Opinion: I’m a Catholic bishop who has found an ally in Bill Maher.

(Opinion by Bishop Robert Barron. CNN).

Editor’s Note: Bishop Robert Barron is bishop of the Diocese of Winona-Rochester (Minnesota). He founded the Word on Fire Catholic media ministry and is one of the most followed Catholics in the world on social media. The views expressed in this commentary are his own. Read more opinion on CNN.

CNN – Bill Maher first came to my attention in the 1980s as a clever, wry and politically alert stand-up comic. But I began to follow him more closely about 20 years ago when, in the wake of the new atheist movement, he dedicated a good deal of his comedy to mocking religion and religious people.

Again and again, on Maher’s HBO program, “Real Time with Bill Maher,” he would often present the most extreme and simple-minded version of Christianity, and his audience would derisively laugh with him at the poor rubes who still believed such nonsense. All of this came to full expression in his 2008 documentary film, “Religulous,” which featured interview after interview with religious people utterly incapable of fending off Maher’s rather standard and tired atheist objections. (HBO and CNN share a parent company, Warner Bros. Discovery.)

Although he annoyed me, I suppose I continued to watch Maher to see what the “other side” was saying and thinking. In fact, the first YouTube video of mine that got a sizable audience was my rejoinder to “Religulous.” Actually, I can say with some confidence precisely why Maher’s understanding of religion was so weak. He and I are around the same age, and both of us were educated in a Catholic context (his mother was Jewish, but his father was Irish Catholic).
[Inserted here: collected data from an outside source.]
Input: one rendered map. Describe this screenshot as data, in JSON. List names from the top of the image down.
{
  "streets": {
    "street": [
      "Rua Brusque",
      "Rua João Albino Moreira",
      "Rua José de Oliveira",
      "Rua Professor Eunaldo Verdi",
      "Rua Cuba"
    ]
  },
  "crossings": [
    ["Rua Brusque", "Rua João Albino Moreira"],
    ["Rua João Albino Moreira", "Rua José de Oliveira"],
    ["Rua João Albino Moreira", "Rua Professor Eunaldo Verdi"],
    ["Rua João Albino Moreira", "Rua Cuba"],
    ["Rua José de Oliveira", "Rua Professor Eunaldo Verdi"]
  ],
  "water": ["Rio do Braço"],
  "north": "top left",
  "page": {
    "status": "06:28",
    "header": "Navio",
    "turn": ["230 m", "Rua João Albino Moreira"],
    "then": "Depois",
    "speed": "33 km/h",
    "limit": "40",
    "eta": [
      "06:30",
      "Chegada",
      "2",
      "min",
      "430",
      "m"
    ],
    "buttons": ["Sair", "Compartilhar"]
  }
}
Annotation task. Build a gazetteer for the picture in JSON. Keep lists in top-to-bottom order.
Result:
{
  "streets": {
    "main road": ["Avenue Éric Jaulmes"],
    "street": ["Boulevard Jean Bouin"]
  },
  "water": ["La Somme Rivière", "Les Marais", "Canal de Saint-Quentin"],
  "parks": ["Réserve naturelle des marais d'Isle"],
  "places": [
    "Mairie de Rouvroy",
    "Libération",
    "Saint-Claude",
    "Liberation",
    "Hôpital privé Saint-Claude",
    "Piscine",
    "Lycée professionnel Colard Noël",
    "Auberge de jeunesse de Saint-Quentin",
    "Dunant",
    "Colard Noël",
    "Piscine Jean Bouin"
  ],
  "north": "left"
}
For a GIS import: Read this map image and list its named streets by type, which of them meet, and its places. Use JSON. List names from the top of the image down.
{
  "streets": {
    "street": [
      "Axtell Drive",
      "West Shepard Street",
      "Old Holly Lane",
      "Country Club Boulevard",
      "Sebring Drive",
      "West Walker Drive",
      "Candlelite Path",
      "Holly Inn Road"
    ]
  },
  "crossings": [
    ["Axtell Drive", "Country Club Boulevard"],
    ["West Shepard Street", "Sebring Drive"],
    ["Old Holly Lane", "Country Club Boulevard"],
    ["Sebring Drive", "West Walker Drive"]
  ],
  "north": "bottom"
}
To put it gently, the time when we were going through school was not a golden age of the Catholic intellectual tradition. I remember that religion class was largely a matter of banners, balloons and a vague commitment to social justice. An awful lot of Catholics from our Baby Boomer generation fell away from the church because, when they grew up, the childish version of the faith that they had received proved grossly inadequate.

Over the past five years, Maher appears to have largely dropped his obsession with religion and has spent considerable time articulating his opposition to the “woke” ways of thinking that have managed to capture the allegiance of most of the major institutions of our country: universities, corporations, the military, government and so on.

As he has done so, I have found myself, time and again, nodding my head in agreement. To my surprise, the nemesis had become an ally.